START Provided data
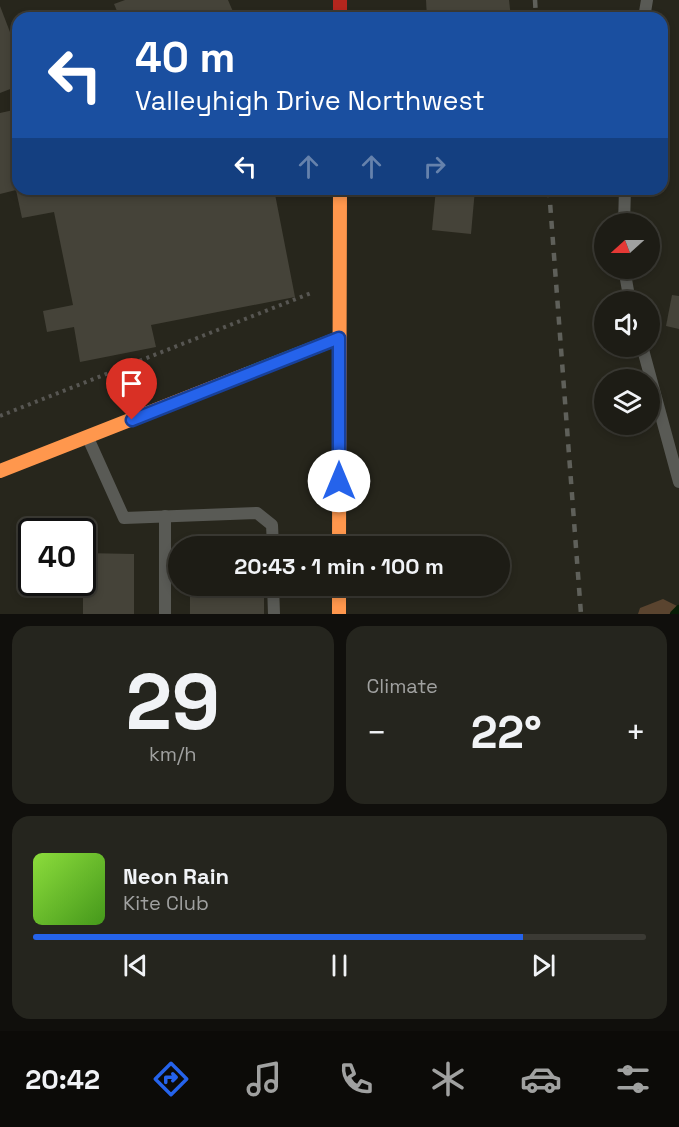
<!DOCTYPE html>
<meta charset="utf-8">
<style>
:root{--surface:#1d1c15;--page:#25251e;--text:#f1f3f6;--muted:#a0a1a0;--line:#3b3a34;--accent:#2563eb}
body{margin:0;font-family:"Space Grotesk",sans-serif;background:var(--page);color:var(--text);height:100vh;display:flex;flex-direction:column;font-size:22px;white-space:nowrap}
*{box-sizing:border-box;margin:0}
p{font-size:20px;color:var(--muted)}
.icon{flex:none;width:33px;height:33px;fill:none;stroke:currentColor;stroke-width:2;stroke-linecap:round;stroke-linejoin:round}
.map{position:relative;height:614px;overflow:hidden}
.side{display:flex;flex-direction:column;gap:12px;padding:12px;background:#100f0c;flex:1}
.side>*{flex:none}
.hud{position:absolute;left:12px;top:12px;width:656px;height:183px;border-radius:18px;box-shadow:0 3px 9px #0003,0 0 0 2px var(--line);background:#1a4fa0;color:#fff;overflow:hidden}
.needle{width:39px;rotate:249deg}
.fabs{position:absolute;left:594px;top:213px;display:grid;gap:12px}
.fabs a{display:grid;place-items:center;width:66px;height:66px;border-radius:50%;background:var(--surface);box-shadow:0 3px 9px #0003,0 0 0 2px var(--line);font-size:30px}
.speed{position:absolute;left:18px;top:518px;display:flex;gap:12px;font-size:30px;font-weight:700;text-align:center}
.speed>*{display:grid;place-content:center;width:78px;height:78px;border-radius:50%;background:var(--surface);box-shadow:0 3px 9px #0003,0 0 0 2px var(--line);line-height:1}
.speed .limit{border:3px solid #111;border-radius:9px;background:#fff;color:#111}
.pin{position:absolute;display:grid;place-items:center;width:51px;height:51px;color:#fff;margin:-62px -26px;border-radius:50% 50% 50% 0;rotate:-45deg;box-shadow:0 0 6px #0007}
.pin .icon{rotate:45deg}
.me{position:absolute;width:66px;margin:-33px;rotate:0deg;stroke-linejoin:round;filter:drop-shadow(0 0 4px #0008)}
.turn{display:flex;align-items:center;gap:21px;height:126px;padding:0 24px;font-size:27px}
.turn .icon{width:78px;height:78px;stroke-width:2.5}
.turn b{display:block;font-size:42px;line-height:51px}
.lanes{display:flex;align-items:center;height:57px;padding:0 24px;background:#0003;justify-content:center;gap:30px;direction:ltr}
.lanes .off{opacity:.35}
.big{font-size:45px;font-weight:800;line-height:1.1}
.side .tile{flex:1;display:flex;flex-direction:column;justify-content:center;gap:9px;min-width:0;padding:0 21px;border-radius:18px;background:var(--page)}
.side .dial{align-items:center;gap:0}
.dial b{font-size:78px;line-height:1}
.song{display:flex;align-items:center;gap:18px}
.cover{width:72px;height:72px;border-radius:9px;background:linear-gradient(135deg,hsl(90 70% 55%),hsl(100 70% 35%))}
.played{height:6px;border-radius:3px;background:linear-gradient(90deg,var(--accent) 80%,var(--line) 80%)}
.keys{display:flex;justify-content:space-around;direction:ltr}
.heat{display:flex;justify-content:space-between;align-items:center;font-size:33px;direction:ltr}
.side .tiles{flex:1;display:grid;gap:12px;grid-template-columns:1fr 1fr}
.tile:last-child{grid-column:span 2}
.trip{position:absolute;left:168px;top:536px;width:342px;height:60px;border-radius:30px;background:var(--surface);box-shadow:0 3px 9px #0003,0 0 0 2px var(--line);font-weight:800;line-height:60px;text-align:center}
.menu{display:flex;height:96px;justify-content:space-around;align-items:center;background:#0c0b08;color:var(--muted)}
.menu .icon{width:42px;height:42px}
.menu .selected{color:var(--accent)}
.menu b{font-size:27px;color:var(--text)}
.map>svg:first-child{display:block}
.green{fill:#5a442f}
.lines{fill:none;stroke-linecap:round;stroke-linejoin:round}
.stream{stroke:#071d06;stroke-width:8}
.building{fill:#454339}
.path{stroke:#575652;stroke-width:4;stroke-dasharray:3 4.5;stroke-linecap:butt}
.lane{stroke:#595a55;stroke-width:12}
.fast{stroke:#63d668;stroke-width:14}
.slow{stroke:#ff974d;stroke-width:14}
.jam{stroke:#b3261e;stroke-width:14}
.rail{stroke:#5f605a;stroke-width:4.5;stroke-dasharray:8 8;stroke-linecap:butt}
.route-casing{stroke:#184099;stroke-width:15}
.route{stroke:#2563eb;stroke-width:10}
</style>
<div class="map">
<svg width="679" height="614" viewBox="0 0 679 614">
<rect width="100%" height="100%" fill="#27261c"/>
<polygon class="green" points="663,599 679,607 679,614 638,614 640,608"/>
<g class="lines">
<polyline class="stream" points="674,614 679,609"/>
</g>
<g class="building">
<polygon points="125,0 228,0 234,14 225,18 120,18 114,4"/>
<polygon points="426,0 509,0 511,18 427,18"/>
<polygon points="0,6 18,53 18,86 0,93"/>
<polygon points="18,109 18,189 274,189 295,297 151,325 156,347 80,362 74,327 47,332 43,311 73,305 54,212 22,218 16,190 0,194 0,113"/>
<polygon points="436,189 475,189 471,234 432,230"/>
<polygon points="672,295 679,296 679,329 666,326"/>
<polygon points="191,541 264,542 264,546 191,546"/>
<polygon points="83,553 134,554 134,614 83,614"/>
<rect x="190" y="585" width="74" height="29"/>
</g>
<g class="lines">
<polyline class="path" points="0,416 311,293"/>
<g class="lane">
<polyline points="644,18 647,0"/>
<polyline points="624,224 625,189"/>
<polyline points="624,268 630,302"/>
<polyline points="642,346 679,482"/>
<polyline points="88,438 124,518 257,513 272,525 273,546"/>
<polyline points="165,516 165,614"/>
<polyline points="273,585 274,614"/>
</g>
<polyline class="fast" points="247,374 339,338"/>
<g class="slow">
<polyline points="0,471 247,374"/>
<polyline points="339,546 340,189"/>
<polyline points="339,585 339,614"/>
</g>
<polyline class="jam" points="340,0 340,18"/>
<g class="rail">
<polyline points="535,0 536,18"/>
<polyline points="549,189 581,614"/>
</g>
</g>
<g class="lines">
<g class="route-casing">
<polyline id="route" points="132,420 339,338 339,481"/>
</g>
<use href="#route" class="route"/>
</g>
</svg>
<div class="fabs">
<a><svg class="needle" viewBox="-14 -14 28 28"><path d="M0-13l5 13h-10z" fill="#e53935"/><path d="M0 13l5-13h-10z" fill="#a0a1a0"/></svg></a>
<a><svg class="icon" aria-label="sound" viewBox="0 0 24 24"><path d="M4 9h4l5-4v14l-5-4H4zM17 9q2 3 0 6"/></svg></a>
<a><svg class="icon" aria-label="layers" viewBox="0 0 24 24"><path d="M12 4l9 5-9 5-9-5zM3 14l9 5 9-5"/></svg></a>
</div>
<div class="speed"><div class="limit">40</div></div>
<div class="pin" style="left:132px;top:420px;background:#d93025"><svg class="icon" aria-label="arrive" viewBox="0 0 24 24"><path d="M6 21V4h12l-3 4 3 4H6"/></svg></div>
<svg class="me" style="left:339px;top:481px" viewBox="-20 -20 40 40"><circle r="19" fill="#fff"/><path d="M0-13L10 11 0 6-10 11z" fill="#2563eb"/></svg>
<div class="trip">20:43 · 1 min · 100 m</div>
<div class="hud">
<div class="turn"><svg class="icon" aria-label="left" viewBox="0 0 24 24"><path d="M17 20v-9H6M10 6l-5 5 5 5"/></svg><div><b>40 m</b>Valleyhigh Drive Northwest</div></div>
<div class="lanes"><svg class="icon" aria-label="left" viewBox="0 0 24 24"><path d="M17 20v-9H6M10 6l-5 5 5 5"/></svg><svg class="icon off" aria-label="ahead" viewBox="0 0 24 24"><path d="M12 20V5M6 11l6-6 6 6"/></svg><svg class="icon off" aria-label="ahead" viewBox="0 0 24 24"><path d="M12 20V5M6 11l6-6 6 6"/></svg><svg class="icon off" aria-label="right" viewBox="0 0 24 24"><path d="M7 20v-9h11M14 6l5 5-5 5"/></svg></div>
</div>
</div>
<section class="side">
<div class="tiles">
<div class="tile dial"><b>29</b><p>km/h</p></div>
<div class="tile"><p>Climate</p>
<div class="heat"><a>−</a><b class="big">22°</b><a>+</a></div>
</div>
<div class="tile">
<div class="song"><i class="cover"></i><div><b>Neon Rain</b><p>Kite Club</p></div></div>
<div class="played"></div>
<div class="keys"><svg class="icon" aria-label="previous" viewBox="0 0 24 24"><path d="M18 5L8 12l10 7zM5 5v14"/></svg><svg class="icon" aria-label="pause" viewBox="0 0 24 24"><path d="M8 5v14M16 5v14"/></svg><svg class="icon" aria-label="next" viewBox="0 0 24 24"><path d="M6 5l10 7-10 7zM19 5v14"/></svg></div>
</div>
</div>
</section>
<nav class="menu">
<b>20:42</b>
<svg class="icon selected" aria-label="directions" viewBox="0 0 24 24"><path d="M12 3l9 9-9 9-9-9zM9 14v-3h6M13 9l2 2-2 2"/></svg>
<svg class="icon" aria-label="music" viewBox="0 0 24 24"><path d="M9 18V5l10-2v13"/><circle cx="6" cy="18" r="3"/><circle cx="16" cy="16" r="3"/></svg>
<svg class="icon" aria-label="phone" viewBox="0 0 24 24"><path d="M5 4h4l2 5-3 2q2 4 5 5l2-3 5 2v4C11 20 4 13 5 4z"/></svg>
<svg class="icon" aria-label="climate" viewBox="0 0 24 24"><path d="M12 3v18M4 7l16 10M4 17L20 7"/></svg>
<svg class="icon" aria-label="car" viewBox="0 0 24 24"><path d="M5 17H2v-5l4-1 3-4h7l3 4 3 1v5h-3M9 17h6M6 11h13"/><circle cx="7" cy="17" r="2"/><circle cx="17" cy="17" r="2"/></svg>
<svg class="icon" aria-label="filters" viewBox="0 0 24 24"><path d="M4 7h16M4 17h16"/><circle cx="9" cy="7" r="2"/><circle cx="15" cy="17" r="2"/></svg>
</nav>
END Provided data
* [Exercise objective]
In the listing above, find every line with the word "linear" and copy it out.

* [Exercise response]
.cover{width:72px;height:72px;border-radius:9px;background:linear-gradient(135deg,hsl(90 70% 55%),hsl(100 70% 35%))}
.played{height:6px;border-radius:3px;background:linear-gradient(90deg,var(--accent) 80%,var(--line) 80%)}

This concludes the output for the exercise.